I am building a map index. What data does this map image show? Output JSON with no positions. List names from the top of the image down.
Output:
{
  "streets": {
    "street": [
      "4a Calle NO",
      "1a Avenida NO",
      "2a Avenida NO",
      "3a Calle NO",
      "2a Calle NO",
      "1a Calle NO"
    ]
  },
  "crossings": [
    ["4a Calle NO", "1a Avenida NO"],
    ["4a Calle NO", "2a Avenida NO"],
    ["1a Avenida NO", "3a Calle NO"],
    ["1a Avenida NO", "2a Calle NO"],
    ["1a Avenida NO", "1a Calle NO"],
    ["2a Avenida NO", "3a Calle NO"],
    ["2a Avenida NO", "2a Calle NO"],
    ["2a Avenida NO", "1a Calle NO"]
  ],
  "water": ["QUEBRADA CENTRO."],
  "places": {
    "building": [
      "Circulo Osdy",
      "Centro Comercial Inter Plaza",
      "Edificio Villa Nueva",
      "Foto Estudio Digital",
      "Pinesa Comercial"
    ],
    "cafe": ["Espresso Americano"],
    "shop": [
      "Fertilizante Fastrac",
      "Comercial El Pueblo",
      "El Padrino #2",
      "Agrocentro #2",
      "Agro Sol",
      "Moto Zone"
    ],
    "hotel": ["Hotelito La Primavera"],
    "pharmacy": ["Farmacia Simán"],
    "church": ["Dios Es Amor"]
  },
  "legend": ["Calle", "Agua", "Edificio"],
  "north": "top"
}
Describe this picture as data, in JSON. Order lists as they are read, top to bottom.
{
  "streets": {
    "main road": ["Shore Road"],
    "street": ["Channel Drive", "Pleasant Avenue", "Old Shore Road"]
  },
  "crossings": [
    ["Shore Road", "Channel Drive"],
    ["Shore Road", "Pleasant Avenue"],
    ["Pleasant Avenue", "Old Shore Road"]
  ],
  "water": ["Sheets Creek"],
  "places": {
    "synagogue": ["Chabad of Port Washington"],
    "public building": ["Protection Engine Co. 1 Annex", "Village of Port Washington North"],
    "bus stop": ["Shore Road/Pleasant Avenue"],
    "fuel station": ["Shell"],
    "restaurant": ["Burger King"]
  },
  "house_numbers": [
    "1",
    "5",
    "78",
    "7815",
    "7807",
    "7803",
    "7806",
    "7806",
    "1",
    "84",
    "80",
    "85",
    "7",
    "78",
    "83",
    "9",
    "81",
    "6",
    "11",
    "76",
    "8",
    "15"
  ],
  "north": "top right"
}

----

TASK GOAL: Nothing above should be left out. Print all the records exactly.

TASK SOLUTION:
I am building a map index. What data does this map image show? Output JSON with no positions. List names from the top of the image down.
Output:
{
  "streets": {
    "street": [
      "4a Calle NO",
      "1a Avenida NO",
      "2a Avenida NO",
      "3a Calle NO",
      "2a Calle NO",
      "1a Calle NO"
    ]
  },
  "crossings": [
    ["4a Calle NO", "1a Avenida NO"],
    ["4a Calle NO", "2a Avenida NO"],
    ["1a Avenida NO", "3a Calle NO"],
    ["1a Avenida NO", "2a Calle NO"],
    ["1a Avenida NO", "1a Calle NO"],
    ["2a Avenida NO", "3a Calle NO"],
    ["2a Avenida NO", "2a Calle NO"],
    ["2a Avenida NO", "1a Calle NO"]
  ],
  "water": ["QUEBRADA CENTRO."],
  "places": {
    "building": [
      "Circulo Osdy",
      "Centro Comercial Inter Plaza",
      "Edificio Villa Nueva",
      "Foto Estudio Digital",
      "Pinesa Comercial"
    ],
    "cafe": ["Espresso Americano"],
    "shop": [
      "Fertilizante Fastrac",
      "Comercial El Pueblo",
      "El Padrino #2",
      "Agrocentro #2",
      "Agro Sol",
      "Moto Zone"
    ],
    "hotel": ["Hotelito La Primavera"],
    "pharmacy": ["Farmacia Simán"],
    "church": ["Dios Es Amor"]
  },
  "legend": ["Calle", "Agua", "Edificio"],
  "north": "top"
}
Describe this picture as data, in JSON. Order lists as they are read, top to bottom.
{
  "streets": {
    "main road": ["Shore Road"],
    "street": ["Channel Drive", "Pleasant Avenue", "Old Shore Road"]
  },
  "crossings": [
    ["Shore Road", "Channel Drive"],
    ["Shore Road", "Pleasant Avenue"],
    ["Pleasant Avenue", "Old Shore Road"]
  ],
  "water": ["Sheets Creek"],
  "places": {
    "synagogue": ["Chabad of Port Washington"],
    "public building": ["Protection Engine Co. 1 Annex", "Village of Port Washington North"],
    "bus stop": ["Shore Road/Pleasant Avenue"],
    "fuel station": ["Shell"],
    "restaurant": ["Burger King"]
  },
  "house_numbers": [
    "1",
    "5",
    "78",
    "7815",
    "7807",
    "7803",
    "7806",
    "7806",
    "1",
    "84",
    "80",
    "85",
    "7",
    "78",
    "83",
    "9",
    "81",
    "6",
    "11",
    "76",
    "8",
    "15"
  ],
  "north": "top right"
}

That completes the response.